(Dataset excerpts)
───
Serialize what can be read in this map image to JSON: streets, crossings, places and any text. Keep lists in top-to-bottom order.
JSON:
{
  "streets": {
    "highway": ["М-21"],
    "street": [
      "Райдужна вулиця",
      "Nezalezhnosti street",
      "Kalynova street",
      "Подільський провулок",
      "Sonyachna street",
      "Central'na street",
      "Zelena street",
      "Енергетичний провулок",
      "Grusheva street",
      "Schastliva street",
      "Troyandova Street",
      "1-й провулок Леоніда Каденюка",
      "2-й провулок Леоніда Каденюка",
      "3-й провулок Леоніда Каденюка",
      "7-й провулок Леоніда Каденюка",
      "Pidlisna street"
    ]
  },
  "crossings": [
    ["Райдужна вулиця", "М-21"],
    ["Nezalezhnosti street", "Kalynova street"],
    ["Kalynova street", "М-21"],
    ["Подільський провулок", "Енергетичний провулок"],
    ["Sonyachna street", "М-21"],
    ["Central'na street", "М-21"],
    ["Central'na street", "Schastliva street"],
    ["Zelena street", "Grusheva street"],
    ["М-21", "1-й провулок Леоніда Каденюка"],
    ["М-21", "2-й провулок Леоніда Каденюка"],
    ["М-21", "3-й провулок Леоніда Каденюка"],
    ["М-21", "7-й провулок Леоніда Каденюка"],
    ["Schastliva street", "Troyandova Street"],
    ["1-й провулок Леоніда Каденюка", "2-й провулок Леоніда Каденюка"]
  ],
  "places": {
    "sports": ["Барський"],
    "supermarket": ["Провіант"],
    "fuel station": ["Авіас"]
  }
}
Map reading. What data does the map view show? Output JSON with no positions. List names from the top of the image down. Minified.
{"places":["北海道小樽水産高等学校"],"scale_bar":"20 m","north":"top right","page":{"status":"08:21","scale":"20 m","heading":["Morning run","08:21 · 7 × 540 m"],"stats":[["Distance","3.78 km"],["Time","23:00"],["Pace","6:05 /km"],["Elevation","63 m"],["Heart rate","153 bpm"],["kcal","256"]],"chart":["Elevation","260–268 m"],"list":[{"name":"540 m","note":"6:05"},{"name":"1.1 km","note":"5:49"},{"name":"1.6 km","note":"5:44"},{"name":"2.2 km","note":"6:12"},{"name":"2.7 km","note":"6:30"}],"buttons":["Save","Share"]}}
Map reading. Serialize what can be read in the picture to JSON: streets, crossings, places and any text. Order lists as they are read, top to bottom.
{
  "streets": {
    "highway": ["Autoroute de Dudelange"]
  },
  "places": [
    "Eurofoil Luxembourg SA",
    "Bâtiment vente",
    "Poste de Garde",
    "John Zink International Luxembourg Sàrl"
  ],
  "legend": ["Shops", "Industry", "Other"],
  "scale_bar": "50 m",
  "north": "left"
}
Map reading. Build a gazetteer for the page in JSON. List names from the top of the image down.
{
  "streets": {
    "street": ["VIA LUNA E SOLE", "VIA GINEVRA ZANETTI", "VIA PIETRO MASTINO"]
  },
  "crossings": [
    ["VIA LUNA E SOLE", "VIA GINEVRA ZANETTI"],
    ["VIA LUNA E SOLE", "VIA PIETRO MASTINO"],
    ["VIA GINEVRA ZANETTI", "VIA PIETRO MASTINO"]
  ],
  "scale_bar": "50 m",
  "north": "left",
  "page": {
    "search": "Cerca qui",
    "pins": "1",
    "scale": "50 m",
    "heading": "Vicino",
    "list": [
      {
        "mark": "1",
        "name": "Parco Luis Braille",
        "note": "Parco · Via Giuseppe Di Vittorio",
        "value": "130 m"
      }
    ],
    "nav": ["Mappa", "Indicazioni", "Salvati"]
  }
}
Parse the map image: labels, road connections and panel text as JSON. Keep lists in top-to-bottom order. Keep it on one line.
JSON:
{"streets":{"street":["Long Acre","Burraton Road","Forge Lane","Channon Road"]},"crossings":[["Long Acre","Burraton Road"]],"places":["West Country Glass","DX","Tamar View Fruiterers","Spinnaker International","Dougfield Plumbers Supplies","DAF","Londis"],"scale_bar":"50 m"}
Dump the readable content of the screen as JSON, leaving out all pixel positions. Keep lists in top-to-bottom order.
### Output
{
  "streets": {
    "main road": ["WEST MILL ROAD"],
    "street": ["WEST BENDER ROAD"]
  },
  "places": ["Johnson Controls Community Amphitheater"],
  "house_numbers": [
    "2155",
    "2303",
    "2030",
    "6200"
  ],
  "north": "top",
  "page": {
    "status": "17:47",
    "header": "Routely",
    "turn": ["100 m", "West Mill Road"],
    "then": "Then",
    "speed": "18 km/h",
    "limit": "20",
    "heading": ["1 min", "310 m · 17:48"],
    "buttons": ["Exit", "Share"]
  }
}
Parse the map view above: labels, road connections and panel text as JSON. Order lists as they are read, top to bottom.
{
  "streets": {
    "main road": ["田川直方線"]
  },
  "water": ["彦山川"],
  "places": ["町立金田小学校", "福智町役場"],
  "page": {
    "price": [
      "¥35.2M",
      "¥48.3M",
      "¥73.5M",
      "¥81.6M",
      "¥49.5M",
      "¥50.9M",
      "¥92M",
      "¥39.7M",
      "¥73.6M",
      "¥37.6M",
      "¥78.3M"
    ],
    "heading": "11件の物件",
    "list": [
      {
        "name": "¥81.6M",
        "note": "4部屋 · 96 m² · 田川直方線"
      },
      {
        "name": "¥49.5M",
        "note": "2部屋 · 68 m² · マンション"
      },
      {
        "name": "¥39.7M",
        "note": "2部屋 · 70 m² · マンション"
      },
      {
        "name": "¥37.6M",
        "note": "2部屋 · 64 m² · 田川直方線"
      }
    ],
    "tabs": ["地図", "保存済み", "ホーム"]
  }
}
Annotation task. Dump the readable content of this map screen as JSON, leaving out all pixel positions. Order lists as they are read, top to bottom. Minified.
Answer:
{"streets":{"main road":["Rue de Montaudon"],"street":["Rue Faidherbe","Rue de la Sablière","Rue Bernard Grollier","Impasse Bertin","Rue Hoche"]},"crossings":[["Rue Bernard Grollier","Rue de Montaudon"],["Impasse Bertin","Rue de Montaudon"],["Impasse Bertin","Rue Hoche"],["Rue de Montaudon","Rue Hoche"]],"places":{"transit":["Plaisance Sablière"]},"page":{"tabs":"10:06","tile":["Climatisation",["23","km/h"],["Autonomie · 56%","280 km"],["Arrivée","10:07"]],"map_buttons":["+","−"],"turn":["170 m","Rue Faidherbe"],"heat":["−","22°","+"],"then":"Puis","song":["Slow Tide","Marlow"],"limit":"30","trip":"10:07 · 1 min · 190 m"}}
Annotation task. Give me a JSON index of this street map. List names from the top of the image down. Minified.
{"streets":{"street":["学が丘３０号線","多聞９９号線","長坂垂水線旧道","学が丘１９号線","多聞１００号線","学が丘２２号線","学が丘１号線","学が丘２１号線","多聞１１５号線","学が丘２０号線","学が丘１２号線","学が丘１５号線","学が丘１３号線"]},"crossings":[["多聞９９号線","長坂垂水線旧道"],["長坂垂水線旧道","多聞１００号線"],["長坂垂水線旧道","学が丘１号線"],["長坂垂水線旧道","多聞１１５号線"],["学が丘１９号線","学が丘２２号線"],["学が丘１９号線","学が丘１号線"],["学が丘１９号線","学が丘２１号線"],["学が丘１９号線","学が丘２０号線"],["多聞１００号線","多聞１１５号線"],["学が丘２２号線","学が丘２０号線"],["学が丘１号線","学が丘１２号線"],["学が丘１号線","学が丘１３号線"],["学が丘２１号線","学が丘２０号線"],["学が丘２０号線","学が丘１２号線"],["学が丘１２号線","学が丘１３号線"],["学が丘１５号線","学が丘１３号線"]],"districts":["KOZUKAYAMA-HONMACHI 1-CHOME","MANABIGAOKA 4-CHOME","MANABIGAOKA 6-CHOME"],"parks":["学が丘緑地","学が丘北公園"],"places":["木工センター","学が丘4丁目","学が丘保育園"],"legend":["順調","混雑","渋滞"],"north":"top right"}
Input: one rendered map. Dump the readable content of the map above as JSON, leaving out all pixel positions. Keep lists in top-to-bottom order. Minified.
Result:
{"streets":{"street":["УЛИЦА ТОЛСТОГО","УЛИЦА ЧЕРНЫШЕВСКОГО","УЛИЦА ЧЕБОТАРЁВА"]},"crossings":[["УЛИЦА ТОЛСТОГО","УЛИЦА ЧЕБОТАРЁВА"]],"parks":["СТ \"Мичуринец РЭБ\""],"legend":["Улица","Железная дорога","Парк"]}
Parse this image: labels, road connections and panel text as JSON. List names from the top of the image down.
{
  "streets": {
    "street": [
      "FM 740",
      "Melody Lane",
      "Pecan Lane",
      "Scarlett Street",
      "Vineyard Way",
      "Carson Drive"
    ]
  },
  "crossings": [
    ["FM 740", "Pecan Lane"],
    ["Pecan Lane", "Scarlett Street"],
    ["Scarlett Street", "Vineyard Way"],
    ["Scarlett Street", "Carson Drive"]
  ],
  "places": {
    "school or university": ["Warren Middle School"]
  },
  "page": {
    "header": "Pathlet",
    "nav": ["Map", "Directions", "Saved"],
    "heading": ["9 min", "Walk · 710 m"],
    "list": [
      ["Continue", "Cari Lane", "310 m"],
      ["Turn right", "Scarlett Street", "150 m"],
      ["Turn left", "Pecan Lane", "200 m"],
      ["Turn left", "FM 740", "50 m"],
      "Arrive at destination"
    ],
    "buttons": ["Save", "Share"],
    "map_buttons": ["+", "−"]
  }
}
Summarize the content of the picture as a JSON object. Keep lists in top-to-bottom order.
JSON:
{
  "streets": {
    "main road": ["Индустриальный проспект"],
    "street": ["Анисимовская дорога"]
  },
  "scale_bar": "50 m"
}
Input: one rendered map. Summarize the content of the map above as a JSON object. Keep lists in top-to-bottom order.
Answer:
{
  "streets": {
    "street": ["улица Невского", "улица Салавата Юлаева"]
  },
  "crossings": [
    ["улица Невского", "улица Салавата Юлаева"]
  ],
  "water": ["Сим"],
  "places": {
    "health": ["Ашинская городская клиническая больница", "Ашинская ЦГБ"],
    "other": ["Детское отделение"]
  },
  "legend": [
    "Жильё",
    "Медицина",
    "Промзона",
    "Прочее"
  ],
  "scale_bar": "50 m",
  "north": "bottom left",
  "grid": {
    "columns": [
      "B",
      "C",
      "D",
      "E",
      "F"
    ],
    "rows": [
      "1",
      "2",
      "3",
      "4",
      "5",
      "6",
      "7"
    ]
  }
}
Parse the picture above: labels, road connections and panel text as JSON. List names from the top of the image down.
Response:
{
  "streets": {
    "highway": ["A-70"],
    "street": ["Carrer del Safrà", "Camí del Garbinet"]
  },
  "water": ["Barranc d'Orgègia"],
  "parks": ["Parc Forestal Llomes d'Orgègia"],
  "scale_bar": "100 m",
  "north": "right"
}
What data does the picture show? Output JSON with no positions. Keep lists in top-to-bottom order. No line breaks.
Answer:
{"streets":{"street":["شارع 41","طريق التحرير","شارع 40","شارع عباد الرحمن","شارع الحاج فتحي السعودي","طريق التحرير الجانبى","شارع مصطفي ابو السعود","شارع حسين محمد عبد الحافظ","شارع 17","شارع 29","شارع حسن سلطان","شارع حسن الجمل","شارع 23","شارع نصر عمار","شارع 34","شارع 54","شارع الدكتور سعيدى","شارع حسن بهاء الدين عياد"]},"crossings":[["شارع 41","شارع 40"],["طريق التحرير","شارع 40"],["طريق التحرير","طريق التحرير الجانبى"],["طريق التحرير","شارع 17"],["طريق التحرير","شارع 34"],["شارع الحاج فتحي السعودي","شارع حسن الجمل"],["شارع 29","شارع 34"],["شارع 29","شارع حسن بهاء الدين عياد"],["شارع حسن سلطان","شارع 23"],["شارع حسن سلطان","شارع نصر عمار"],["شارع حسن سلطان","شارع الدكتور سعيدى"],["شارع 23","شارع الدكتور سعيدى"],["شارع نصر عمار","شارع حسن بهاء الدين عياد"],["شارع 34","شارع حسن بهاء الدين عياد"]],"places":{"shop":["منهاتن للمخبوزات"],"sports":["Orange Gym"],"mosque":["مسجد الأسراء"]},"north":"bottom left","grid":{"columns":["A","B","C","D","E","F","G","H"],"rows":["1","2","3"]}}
───
Among the entries above, the line containing "Parse this image: labels, road", the line containing "Summarize the content of the picture", and all lines between them are to be restated word for word; nothing else belongs in the reply.

Parse this image: labels, road connections and panel text as JSON. List names from the top of the image down.
{
  "streets": {
    "street": [
      "FM 740",
      "Melody Lane",
      "Pecan Lane",
      "Scarlett Street",
      "Vineyard Way",
      "Carson Drive"
    ]
  },
  "crossings": [
    ["FM 740", "Pecan Lane"],
    ["Pecan Lane", "Scarlett Street"],
    ["Scarlett Street", "Vineyard Way"],
    ["Scarlett Street", "Carson Drive"]
  ],
  "places": {
    "school or university": ["Warren Middle School"]
  },
  "page": {
    "header": "Pathlet",
    "nav": ["Map", "Directions", "Saved"],
    "heading": ["9 min", "Walk · 710 m"],
    "list": [
      ["Continue", "Cari Lane", "310 m"],
      ["Turn right", "Scarlett Street", "150 m"],
      ["Turn left", "Pecan Lane", "200 m"],
      ["Turn left", "FM 740", "50 m"],
      "Arrive at destination"
    ],
    "buttons": ["Save", "Share"],
    "map_buttons": ["+", "−"]
  }
}
Summarize the content of the picture as a JSON object. Keep lists in top-to-bottom order.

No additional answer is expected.